Visiting Trinity

October 11, 2017

by Steve

July 16, 1945. This is a date that everyone should know, because it marks the dawn of a new era in human history. This is the date of the detonation of the first nuclear device, which ushered in the nuclear age. Man had learned how to harness the power of the atom, and it would be used either for good, like unlimited energy or medical imaging, or evil, like destroying the entire planet. Or a bit of both. Scientists at Los Alamos had been working on the Manhattan project in secrecy trying to determine how to create a bomb that would use nuclear fission. There were huge technical challenges, and they were in a race with Germany. It was believed that whoever solved the problem first, would win the war. World War II.
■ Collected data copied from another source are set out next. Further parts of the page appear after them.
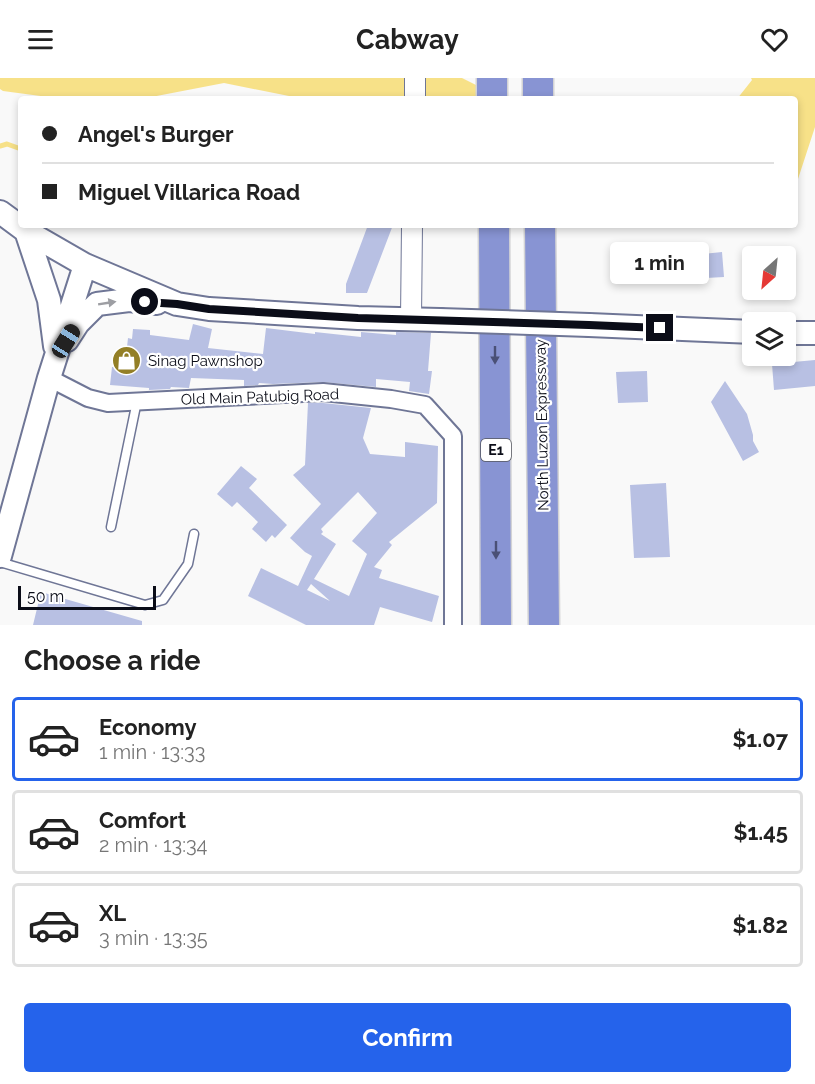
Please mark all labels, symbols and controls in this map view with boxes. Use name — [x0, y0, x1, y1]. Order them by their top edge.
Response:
icon: menu — [24, 23, 57, 56]
icon: heart — [758, 23, 791, 56]
text: Cabway — [356, 24, 459, 55]
text: Angel's Burger — [78, 121, 233, 147]
text: Miguel Villarica Road — [78, 179, 300, 205]
callout: 1 min — [610, 241, 710, 283]
north arrow — [742, 246, 796, 300]
map controls — [742, 246, 796, 366]
text: 1 min — [634, 251, 685, 275]
route start — [131, 288, 158, 315]
one-way arrow — [97, 299, 116, 308]
button: layers — [742, 312, 796, 366]
route end — [646, 314, 673, 341]
car — [49, 321, 83, 361]
street label: North Luzon Expressway — [532, 339, 552, 511]
shop icon: Sinag Pawnshop — [111, 345, 143, 377]
one-way arrow — [490, 345, 500, 364]
place label: Sinag Pawnshop — [148, 352, 263, 370]
street label: Old Main Patubig Road — [180, 385, 340, 409]
road number: E1 — [481, 439, 511, 461]
one-way arrow — [491, 540, 501, 559]
scale bar — [18, 583, 156, 610]
text: 50 m — [27, 587, 64, 606]
text: Choose a ride — [24, 645, 200, 676]
icon: car — [27, 712, 81, 766]
text: Economy — [99, 714, 197, 740]
text: $1.07 — [732, 726, 788, 752]
text: 1 min · 13:33 — [99, 740, 205, 764]
icon: car — [27, 805, 81, 859]
text: Comfort — [99, 807, 186, 833]
text: $1.45 — [733, 819, 788, 845]
text: 2 min · 13:34 — [99, 833, 208, 857]
icon: car — [27, 898, 81, 952]
text: XL — [99, 900, 126, 926]
text: $1.82 — [733, 912, 788, 938]
text: 3 min · 13:35 — [99, 926, 208, 950]
button: Confirm — [24, 1003, 791, 1072]

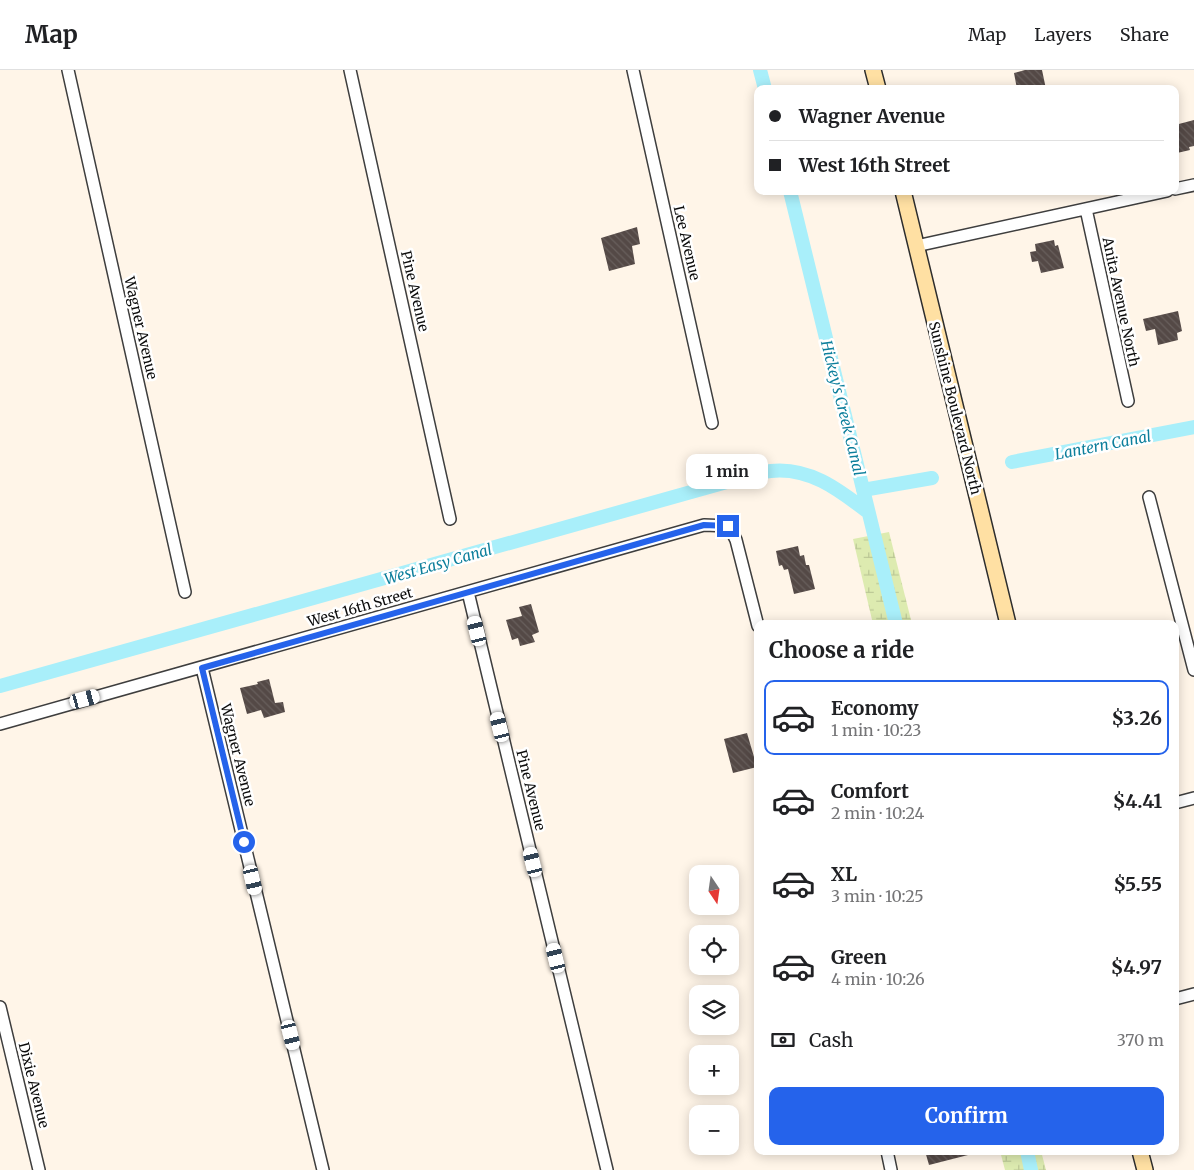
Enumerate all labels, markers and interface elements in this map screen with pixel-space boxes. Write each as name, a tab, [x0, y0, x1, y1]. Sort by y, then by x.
text: Map	[25, 19, 78, 50]
text: Map	[968, 23, 1006, 46]
text: Layers	[1034, 23, 1092, 46]
text: Share	[1120, 23, 1169, 46]
text: Wagner Avenue	[799, 104, 945, 128]
text: West 16th Street	[799, 153, 950, 177]
street label: Lee Avenue	[670, 204, 704, 282]
street label: Anita Avenue North	[1098, 235, 1144, 368]
street label: Pine Avenue	[397, 249, 433, 333]
street label: Wagner Avenue	[120, 274, 162, 381]
street label: Sunshine Boulevard North	[925, 320, 985, 496]
water label: Hickey's Creek Canal	[817, 337, 869, 478]
water label: Lantern Canal	[1053, 426, 1153, 464]
callout: 1 min	[687, 454, 769, 488]
text: 1 min	[705, 461, 749, 481]
route end	[717, 515, 739, 537]
water label: West Easy Canal	[382, 539, 494, 589]
street label: West 16th Street	[304, 583, 415, 631]
car	[466, 615, 487, 647]
text: Choose a ride	[769, 636, 914, 664]
car	[68, 688, 101, 710]
icon: car	[771, 695, 816, 740]
text: Economy	[831, 696, 919, 720]
street label: Wagner Avenue	[216, 701, 259, 808]
text: $3.26	[1111, 706, 1162, 730]
car	[489, 711, 510, 743]
text: 1 min · 10:23	[831, 720, 921, 740]
street label: Pine Avenue	[512, 748, 550, 832]
icon: car	[771, 778, 816, 823]
text: Comfort	[831, 779, 909, 803]
text: $4.41	[1113, 789, 1162, 813]
text: 2 min · 10:24	[831, 803, 924, 823]
route start	[233, 831, 255, 853]
car	[522, 846, 543, 878]
icon: car	[771, 861, 816, 906]
text: XL	[831, 862, 857, 886]
car	[242, 864, 263, 896]
north arrow	[689, 865, 739, 915]
map controls	[689, 865, 739, 1155]
text: $5.55	[1114, 872, 1162, 896]
text: 3 min · 10:25	[831, 886, 923, 906]
button: locate	[689, 925, 739, 975]
car	[545, 942, 566, 974]
icon: car	[771, 944, 816, 989]
text: Green	[831, 945, 887, 969]
text: $4.97	[1111, 955, 1162, 979]
text: 4 min · 10:26	[831, 969, 925, 989]
button: layers	[689, 985, 739, 1035]
car	[280, 1019, 301, 1051]
icon: cash	[769, 1026, 797, 1054]
text: Cash	[809, 1028, 853, 1052]
text: 370 m	[1117, 1030, 1164, 1050]
street label: Dixie Avenue	[15, 1040, 53, 1130]
button: +	[689, 1045, 739, 1095]
button: Confirm	[769, 1087, 1164, 1145]
button: −	[689, 1105, 739, 1155]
I won't retell the history of the Manhattan project. You can read more about it here, if you like. The scientists were working on two different bomb types, a uranium bomb and a plutonium bomb. It had been determined that you could trigger a nuclear reaction with enriched uranium by using explosives to force one mass of uranium into another, like a bullet going down the barrel of a gun into a target.  This was the design of the "Little Boy" bomb that was exploded over Hiroshima. They were so confident in it that it was not even tested prior to use. 

Part of the problem was that it was extremely difficult to get significant amounts of enriched uranium, so there was very little material available for testing. For this reason, they were also working on a plutonium bomb. But research had determined that the method of triggering nuclear fission in uranium would not work for plutonium, and a new method needed to be found. The design for the "Fat Man" plutonium bomb, the one dropped on Nagasaki, required a sphere of plutonium surrounded by explosives that would force it to compress on itself in an implosion that would trigger the nuclear reaction. This required incredibly precise timing and had never been done before. They were not sure if it would work, so they tested in the New Mexico desert.

Ground Zero
The Trinity Site is where that test was conducted. Miles away from any towns, in what is now a vast missile test range, it was the ideal location. The White Sands Missile Range is an active site for our nation's military to conduct missile tests, so it is closed to the public except for two days a year, when you can visit the Trinity Site, the ground zero of the nuclear age. The days are the first Saturday in April and in October. We happened to be staying in Ruidoso, NM, not too far away in early October, so I decided to go.

Geiger counter at ground zero

I knew in advance that there would not be a lot to see. A nuclear explosion tends to obliterate everything nearby, and of course 72 years have passed. But the semi-annual public access to the site is wildly popular, and people come from all over for this and begin lining up hours before opening. I arrived mid-morning, after driving across miles and miles of uninhabited desert. From the entrance of the missile range, it's still another 22 miles to the actual site. At ground zero there is an obelisk marking the spot directly below where the bomb was detonated. The tower that held the bomb 100 feet high was vaporized and only a small part of one leg remains visible in a lump of molten concrete.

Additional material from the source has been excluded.